Source records
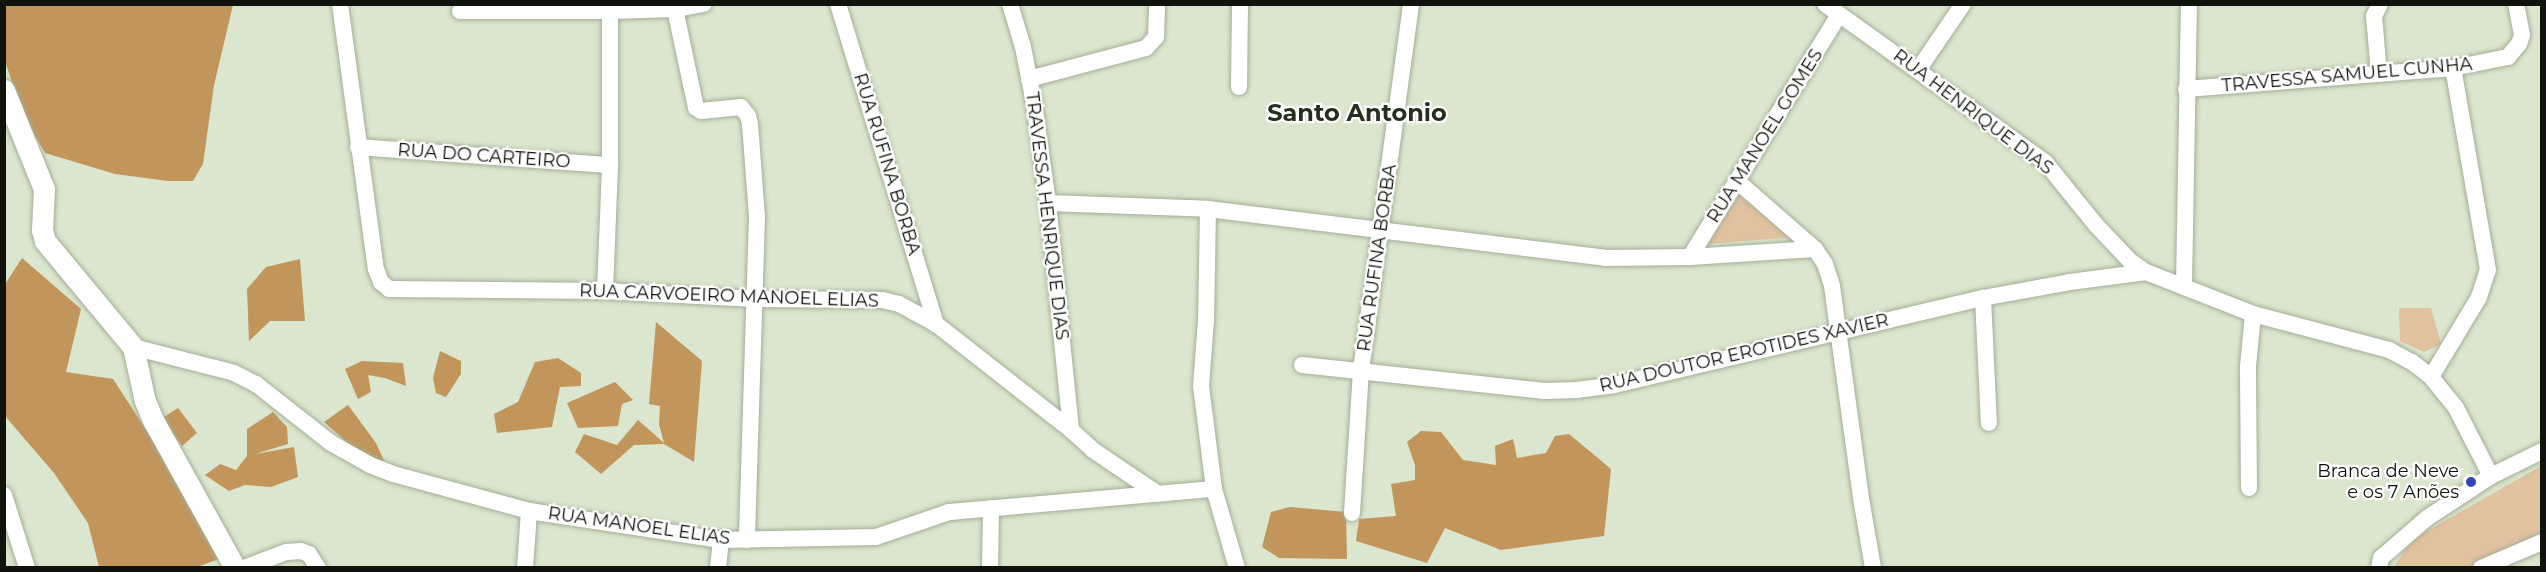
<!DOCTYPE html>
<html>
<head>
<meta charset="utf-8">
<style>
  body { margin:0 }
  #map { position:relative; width:2546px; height:572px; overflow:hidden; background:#dae6cd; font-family:Montserrat,sans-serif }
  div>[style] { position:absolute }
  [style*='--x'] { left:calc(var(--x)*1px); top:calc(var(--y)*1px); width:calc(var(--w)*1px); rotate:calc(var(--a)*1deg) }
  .green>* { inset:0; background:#e0c29f }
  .forest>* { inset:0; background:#c2955b }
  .roads { filter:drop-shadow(0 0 2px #a3ae97) drop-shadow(0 0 2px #a3ae97) }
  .minor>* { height:16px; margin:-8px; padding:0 8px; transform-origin:8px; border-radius:8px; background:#fff }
  .tertiary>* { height:21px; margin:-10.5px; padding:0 10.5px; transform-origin:10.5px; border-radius:10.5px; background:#fff }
  .dots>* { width:16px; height:16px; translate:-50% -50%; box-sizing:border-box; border:3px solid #fff; border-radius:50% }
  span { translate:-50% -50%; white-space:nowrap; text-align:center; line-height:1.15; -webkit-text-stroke:4.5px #fff; paint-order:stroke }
  .street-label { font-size:18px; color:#0f130b }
  .poi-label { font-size:18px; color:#0f130b }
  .right { translate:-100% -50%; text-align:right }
  .district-label { font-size:24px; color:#262e1c; font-weight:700 }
  .frame { position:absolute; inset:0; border:6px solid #0f130b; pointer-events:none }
</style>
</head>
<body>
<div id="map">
  <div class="green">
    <i style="clip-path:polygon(1742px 191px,1797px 237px,1706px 244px)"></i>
    <i style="clip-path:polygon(2399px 308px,2431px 308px,2441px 344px,2424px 352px,2400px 341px)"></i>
    <i style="clip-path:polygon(2541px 466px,2541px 550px,2501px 567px,2393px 568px,2413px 539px)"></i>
  </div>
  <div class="forest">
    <i style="clip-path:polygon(4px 5px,233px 5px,214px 85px,203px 164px,193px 181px,168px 181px,115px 174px,45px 153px,22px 113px,5px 61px)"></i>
    <i style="clip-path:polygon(22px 258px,81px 309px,66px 372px,113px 379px,156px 445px,219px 559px,197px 567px,99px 567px,88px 523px,54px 473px,5px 416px,4px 286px)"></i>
    <i style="clip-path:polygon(300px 259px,305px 321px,270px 321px,249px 341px,247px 289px,266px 267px)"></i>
    <i style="clip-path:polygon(656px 322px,702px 361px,694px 462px,664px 444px,634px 445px,601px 474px,575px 452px,584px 434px,617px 445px,638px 420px,664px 443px,659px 424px,660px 406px,649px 404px)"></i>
    <i style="clip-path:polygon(440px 351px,461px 361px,461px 374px,446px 397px,436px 393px,433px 378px)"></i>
    <i style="clip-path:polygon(558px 358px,581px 373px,581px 386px,560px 387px,552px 427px,497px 433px,494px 414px,518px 402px,535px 362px)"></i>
    <i style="clip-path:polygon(362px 361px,403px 363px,406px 386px,385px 378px,368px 375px,371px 392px,358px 399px,345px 369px)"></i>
    <i style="clip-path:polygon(615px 382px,633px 400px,622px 404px,618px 426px,578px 428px,567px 403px)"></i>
    <i style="clip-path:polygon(348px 405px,376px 443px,386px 465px,351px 446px,324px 422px)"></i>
    <i style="clip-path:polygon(178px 408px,197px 433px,182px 446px,162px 418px)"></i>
    <i style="clip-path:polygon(273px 412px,287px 427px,288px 444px,255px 454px,294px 447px,298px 477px,271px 487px,245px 485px,229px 491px,205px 475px,220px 464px,236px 470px,247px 456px,247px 429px)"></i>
    <i style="clip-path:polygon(1421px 431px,1441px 432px,1463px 460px,1496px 465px,1495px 446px,1513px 439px,1517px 458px,1546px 453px,1555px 436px,1569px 434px,1611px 469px,1604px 536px,1501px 550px,1445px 528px,1427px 563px,1356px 541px,1359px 519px,1396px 516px,1391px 484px,1415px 480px,1415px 465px,1407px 442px)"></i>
    <i style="clip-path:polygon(1290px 507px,1346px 512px,1347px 559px,1279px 558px,1262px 547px,1271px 512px)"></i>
  </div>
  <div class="roads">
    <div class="minor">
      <i style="--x:340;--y:4;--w:267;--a:82.3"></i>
      <i style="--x:376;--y:269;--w:14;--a:69"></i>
      <i style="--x:381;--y:282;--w:11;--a:41"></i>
      <i style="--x:389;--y:289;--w:216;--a:0.5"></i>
      <i style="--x:605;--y:291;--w:150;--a:3.1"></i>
      <i style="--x:755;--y:299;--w:127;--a:0.5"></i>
      <i style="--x:882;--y:300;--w:17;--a:13"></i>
      <i style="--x:899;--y:304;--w:42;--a:28.4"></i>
      <i style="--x:936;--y:324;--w:172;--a:38.1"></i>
      <i style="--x:1071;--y:430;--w:30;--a:42"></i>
      <i style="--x:1093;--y:450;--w:78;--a:34.1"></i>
      <i style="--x:838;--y:4;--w:335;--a:73"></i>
      <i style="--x:1010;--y:4;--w:45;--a:73.2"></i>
      <i style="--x:1023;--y:47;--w:57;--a:78.9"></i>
      <i style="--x:1034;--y:103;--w:101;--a:82"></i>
      <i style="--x:1048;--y:203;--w:228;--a:84.2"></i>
      <i style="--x:1825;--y:4;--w:271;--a:35.7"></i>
      <i style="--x:2045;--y:162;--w:81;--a:51"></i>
      <i style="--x:2096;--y:225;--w:50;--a:46.6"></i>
      <i style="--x:2130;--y:261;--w:19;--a:35"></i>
      <i style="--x:2146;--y:272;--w:115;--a:21.4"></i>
      <i style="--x:2253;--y:314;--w:141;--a:14.8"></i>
      <i style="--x:2389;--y:350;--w:26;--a:28"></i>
      <i style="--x:2412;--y:362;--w:24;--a:38"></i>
      <i style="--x:2431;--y:377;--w:40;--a:51"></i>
      <i style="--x:2456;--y:408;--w:76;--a:62.8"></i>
      <i style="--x:675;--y:9;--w:101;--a:78"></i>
      <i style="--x:696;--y:108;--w:6;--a:31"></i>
      <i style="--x:701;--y:111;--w:40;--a:-5.7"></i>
      <i style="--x:741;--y:107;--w:11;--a:52"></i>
      <i style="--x:748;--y:116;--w:8;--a:76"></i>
      <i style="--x:750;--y:124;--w:93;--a:85.7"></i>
      <i style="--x:757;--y:217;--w:323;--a:91.8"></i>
      <i style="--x:460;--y:11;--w:150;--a:0"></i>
      <i style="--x:610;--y:11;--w:65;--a:-1.8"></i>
      <i style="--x:675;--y:9;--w:29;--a:-10"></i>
      <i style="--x:1918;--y:70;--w:80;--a:-55.7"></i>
      <i style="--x:2379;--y:74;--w:58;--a:-94.9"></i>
      <i style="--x:2374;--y:16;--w:13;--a:-63"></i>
      <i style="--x:1029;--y:79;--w:121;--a:-14.8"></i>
      <i style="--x:1146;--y:48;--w:15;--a:-48"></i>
      <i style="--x:1156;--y:37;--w:33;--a:-88"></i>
      <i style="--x:1239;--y:87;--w:83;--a:-89.3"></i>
      <i style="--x:2186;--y:89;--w:268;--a:-4.5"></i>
      <i style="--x:2453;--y:68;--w:56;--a:-11.3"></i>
      <i style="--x:2508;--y:57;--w:17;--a:-50"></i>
      <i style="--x:2519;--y:44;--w:9;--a:-72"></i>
      <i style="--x:2522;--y:35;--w:32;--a:-101"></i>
      <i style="--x:358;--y:147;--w:253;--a:4.1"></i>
      <i style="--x:1737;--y:181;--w:103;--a:41.1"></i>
      <i style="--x:1815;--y:249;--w:18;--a:56"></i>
      <i style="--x:1825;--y:264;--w:23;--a:72"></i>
      <i style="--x:1832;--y:286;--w:220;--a:82.2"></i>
      <i style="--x:1862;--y:504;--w:65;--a:80.2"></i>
      <i style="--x:1048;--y:203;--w:160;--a:2.1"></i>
      <i style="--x:1208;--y:209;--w:400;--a:7"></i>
      <i style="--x:1605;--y:258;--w:85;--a:-0.7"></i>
      <i style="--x:1690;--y:257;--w:125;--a:-3.7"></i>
      <i style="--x:1208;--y:209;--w:111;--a:91"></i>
      <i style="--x:1206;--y:320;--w:66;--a:94.3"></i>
      <i style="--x:1201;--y:386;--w:104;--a:82.8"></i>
      <i style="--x:1214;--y:489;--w:82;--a:73.8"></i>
      <i style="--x:1690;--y:257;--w:284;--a:-58.4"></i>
      <i style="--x:2184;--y:286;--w:282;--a:-89"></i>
      <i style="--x:605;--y:291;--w:126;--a:-87.7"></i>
      <i style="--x:610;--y:165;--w:161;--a:-90"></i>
      <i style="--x:1983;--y:298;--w:125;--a:87.3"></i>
      <i style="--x:133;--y:347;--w:104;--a:14.4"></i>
      <i style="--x:234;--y:373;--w:25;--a:27"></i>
      <i style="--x:256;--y:384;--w:95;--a:38.2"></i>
      <i style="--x:331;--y:443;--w:45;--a:29.4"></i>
      <i style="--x:370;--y:465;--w:25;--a:21"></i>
      <i style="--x:393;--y:474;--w:141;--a:15.2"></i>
      <i style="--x:529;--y:511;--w:194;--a:8.6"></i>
      <i style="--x:721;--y:540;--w:155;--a:-1.1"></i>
      <i style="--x:876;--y:537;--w:77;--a:-18.9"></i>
      <i style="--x:949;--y:512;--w:266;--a:-5"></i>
      <i style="--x:1302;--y:365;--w:244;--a:6.1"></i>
      <i style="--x:1545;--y:391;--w:31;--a:-2"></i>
      <i style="--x:1576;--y:390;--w:38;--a:-7"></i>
      <i style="--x:1614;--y:385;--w:379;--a:-13.3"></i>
      <i style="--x:1983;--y:298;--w:88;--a:-10.4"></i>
      <i style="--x:2070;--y:282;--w:77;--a:-7.5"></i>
      <i style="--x:2431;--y:377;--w:93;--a:-59"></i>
      <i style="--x:2479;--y:297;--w:28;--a:-72"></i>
      <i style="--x:2488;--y:270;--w:205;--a:-99.8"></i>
      <i style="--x:2249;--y:488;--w:121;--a:-90.5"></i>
      <i style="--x:2248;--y:367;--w:53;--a:-84.6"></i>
      <i style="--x:4;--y:495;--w:77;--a:72.5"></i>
      <i style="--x:1352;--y:513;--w:143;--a:-86.4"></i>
      <i style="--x:1361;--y:370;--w:369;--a:-82.2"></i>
      <i style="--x:244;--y:568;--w:45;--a:-20.9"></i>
      <i style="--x:286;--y:552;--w:15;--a:-4"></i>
      <i style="--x:301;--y:551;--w:9;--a:21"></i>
      <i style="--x:309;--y:554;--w:17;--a:57"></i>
      <i style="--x:525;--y:568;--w:57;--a:-86"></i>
      <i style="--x:718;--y:568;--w:28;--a:-84"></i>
      <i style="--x:990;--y:568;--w:60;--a:-89"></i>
      <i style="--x:2379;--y:568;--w:10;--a:-79"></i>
      <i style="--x:2381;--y:558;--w:61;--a:-41"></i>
      <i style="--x:2427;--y:518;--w:77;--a:-33.3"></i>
      <i style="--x:2491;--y:476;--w:57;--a:-26.1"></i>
      <i style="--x:2481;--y:568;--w:66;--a:-23.1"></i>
    </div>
    <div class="tertiary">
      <i style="--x:4;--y:90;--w:107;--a:68"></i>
      <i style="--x:44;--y:189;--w:41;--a:92.8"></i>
      <i style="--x:42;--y:230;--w:11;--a:75"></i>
      <i style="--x:45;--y:241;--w:138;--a:50.3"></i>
      <i style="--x:133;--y:347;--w:55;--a:77.5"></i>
      <i style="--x:145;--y:401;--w:21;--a:67"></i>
      <i style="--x:153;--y:420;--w:169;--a:61"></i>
    </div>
  </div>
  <div class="dots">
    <i style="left:2471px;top:482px;background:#3147b9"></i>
  </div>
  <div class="street-label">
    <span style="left:2347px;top:75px;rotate:-5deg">TRAVESSA SAMUEL CUNHA</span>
    <span style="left:1973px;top:112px;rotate:37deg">RUA HENRIQUE DIAS</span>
    <span style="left:1765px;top:136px;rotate:-58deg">RUA MANOEL GOMES</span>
    <span style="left:484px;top:156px;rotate:4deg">RUA DO CARTEIRO</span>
    <span style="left:887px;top:164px;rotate:73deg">RUA RUFINA BORBA</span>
    <span style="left:1047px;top:216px;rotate:83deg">TRAVESSA HENRIQUE DIAS</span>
    <span style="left:1377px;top:258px;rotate:-82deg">RUA RUFINA BORBA</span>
    <span style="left:729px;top:296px;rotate:2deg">RUA CARVOEIRO MANOEL ELIAS</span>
    <span style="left:1744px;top:353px;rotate:-13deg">RUA DOUTOR EROTIDES XAVIER</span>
    <span style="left:639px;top:526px;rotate:8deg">RUA MANOEL ELIAS</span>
  </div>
  <div class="poi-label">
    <span class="right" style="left:2459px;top:482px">Branca de Neve<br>e os 7 Anões</span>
  </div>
  <div class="district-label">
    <span style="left:1357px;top:113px">Santo Antonio</span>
  </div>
  <div class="frame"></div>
</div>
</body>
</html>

YOUR GOAL
Find "height:16px; margin:-8px; padding:0" in the entries above and copy that whole line exactly, then each line after it through the line that contains "width:16px; height:16px; translate:-50%".

RESPONSE BELOW
  .minor>* { height:16px; margin:-8px; padding:0 8px; transform-origin:8px; border-radius:8px; background:#fff }
  .tertiary>* { height:21px; margin:-10.5px; padding:0 10.5px; transform-origin:10.5px; border-radius:10.5px; background:#fff }
  .dots>* { width:16px; height:16px; translate:-50% -50%; box-sizing:border-box; border:3px solid #fff; border-radius:50% }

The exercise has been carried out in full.